If you prefer running commands directly:

```bash
# Running Tests
pytest tests/ -v

# Linting
ruff check proctor/ tests/ examples/
ruff format proctor/ tests/ examples/

# Building
python -m build
```

## Deployment

The project uses automated CI/CD via GitHub Actions:

- **Pull Requests**: Run tests and linting
- **Push to main/master**: Deploy to Test PyPI automatically
- **Tagged releases**: Deploy to Production PyPI automatically

### Creating a Release

1. Update the version in `pyproject.toml`:
   ```bash
   make version-bump-patch  # or version-bump-minor, version-bump-major
   ```

2. Commit and push the version change:
   ```bash
   git add pyproject.toml
   git commit -m "Bump version to X.Y.Z"
   git push
   ```

3. Create and push a tag:
   ```bash
   git tag v0.1.2  # Replace with your version
   git push origin v0.1.2
   ```

4. GitHub Actions will automatically:
   - Run tests
   - Build the package
   - Deploy to PyPI

### Manual Deployment

For manual deployment using the Makefile:

```bash
# Deploy to Test PyPI
make deploy-test-permissive

# Deploy to Production PyPI
make deploy-prod-permissive
```

## Contributing

Contributions are welcome!

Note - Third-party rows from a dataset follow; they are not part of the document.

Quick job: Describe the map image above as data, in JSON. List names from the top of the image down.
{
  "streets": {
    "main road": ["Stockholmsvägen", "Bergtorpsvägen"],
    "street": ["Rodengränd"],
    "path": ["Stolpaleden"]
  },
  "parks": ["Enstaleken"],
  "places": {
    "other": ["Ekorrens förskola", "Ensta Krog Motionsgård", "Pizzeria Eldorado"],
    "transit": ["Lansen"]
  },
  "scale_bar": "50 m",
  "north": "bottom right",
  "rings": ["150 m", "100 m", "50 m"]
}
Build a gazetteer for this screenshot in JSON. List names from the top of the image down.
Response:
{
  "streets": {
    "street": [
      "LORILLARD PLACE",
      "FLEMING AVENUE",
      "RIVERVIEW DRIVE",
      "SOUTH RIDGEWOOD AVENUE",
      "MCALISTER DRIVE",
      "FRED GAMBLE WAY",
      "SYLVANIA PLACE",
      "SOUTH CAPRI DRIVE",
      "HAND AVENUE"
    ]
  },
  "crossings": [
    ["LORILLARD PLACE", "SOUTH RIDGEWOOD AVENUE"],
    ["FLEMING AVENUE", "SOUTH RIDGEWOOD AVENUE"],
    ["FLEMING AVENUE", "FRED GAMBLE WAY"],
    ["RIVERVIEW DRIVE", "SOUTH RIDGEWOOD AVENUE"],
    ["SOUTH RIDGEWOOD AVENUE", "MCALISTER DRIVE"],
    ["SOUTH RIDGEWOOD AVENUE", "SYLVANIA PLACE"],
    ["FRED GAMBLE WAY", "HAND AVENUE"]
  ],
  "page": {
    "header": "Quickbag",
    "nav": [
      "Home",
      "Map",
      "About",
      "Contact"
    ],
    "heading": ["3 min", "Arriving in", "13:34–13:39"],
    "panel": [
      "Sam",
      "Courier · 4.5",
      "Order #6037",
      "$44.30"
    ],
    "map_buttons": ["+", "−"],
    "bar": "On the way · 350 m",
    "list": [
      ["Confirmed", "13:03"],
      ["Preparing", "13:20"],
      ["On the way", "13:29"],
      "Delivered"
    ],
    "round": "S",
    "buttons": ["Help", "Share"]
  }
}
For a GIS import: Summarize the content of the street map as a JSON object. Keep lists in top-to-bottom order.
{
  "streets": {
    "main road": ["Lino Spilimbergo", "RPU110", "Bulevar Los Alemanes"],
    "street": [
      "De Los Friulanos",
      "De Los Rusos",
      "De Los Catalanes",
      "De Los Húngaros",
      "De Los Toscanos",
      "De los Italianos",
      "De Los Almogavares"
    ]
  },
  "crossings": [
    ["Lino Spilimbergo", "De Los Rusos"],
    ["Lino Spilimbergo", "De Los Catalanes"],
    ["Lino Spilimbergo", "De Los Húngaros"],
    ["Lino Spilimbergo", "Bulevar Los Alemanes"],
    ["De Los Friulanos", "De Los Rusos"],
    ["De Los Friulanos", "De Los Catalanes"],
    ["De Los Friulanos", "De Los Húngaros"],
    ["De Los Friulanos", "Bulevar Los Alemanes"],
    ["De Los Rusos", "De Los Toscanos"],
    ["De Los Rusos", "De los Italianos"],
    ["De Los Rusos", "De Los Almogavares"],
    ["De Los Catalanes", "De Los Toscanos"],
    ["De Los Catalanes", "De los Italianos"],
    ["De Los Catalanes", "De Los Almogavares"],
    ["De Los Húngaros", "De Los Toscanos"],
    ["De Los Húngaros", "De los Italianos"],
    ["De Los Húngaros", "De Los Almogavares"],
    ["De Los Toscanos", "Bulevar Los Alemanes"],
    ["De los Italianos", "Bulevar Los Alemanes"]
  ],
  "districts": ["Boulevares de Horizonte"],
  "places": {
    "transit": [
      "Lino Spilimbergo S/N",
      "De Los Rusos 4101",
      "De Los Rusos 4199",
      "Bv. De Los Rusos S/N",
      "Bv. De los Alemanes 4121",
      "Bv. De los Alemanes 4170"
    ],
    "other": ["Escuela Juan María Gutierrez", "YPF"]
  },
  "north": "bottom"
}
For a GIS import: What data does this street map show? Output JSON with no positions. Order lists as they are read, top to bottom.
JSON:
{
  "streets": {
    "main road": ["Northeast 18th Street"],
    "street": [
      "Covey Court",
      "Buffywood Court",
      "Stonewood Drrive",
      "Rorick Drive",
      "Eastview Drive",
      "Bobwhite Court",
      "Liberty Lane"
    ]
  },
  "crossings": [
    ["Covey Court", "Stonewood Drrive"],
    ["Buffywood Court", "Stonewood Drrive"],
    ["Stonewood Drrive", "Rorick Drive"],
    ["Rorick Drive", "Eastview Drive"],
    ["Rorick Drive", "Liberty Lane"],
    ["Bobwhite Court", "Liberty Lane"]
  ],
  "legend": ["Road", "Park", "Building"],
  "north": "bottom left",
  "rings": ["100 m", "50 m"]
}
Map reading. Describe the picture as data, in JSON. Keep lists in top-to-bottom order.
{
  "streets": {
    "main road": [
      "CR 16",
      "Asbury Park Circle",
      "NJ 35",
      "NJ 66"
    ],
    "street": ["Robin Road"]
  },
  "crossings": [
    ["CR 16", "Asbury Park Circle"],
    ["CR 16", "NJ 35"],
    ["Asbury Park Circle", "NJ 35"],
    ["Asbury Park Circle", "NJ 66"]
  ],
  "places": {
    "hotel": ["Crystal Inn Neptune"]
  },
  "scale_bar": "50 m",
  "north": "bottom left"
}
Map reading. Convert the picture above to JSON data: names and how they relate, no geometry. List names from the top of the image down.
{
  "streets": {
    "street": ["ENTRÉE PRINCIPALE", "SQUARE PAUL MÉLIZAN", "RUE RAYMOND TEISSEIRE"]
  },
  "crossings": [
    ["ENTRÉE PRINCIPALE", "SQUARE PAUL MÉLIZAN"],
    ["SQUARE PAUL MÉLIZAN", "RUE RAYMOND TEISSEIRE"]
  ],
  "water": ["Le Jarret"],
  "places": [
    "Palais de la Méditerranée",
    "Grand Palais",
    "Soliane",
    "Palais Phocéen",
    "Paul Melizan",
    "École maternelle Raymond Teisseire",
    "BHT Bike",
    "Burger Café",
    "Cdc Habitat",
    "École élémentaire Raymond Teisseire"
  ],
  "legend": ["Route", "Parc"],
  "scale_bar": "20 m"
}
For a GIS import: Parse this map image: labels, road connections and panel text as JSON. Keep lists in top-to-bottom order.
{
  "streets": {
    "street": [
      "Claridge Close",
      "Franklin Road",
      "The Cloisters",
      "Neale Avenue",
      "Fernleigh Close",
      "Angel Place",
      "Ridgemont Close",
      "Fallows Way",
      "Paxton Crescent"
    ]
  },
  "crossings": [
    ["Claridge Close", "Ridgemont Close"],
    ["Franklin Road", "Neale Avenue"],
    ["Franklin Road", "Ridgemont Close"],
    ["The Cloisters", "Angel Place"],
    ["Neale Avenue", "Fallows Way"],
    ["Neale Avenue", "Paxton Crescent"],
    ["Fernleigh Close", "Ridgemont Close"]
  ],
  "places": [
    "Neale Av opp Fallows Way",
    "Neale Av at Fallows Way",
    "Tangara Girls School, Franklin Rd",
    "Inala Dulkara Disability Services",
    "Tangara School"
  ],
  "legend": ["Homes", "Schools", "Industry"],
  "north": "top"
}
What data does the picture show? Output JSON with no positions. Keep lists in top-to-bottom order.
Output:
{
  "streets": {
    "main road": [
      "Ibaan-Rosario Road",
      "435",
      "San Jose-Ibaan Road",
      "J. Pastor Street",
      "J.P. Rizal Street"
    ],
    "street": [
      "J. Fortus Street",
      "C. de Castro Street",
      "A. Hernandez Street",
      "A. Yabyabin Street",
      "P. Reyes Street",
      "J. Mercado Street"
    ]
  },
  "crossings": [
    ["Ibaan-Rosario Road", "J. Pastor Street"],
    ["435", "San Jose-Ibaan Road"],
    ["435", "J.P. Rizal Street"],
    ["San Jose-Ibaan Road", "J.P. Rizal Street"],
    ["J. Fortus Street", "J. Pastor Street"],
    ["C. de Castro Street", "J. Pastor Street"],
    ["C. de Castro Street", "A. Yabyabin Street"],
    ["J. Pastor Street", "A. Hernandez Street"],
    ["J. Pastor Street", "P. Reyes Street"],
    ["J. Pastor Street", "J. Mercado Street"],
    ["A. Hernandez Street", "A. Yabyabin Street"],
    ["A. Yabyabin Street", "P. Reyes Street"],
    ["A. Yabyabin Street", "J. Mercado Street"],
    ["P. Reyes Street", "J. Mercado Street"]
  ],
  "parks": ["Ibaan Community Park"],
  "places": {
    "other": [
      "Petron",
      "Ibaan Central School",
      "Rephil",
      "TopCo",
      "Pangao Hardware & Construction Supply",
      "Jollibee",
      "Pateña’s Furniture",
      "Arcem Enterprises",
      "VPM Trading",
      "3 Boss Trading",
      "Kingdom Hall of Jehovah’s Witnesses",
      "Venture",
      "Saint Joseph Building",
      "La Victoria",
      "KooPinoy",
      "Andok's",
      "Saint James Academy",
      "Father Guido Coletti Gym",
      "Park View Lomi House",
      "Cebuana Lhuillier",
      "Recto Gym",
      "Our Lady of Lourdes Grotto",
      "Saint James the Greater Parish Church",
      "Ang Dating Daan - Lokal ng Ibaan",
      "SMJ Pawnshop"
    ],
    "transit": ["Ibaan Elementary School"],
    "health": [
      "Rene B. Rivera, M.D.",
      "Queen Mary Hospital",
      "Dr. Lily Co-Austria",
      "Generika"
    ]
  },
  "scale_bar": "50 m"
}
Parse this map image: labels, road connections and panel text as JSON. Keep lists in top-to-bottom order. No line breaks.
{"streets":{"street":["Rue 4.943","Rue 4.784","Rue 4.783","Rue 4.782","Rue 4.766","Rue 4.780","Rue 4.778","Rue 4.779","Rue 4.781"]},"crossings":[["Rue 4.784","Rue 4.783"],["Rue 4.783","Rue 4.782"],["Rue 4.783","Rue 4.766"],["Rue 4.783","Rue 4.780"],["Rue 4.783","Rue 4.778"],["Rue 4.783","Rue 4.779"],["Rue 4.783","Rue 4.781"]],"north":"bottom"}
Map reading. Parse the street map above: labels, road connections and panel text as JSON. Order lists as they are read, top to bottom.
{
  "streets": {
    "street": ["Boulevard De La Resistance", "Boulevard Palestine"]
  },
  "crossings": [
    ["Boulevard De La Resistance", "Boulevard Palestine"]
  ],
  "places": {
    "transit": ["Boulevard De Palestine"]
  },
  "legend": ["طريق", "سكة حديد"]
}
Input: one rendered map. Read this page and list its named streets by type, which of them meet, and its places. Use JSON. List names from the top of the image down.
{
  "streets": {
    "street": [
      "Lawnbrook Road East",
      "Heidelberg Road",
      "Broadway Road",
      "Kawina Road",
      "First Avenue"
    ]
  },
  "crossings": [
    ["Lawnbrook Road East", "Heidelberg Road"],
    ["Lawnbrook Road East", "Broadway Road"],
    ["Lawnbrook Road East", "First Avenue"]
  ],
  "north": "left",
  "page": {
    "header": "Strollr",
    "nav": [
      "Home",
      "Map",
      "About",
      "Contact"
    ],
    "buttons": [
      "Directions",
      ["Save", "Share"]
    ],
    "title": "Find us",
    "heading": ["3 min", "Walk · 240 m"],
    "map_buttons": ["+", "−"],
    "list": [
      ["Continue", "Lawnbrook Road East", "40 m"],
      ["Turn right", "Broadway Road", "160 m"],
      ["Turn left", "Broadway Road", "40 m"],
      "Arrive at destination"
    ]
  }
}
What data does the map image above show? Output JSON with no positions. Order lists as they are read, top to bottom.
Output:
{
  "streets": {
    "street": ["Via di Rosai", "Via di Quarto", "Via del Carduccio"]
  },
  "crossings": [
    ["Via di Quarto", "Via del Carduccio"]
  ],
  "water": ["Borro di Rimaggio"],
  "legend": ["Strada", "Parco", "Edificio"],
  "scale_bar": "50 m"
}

Please follow these steps:

1. Fork the repository
2. Create a feature branch (`git checkout -b feature/amazing-feature`)
3. Make your changes
4. Run the tests (`make test-core`)
5. Run the linter (`make lint`)
6. Commit your changes (`git commit -m 'Add amazing feature'`)
7. Push to the branch (`git push origin feature/amazing-feature`)
8. Open a Pull Request

### Development Setup

```bash
# Clone the repo
git clone https://github.com/svngoku/proctor.git
cd proctor

# Set up development environment
make install-dev

# Run tests to ensure everything works
make test-core

# See all available commands
make help
```

## License

This project is licensed under the MIT License - see the `LICENSE` file for details.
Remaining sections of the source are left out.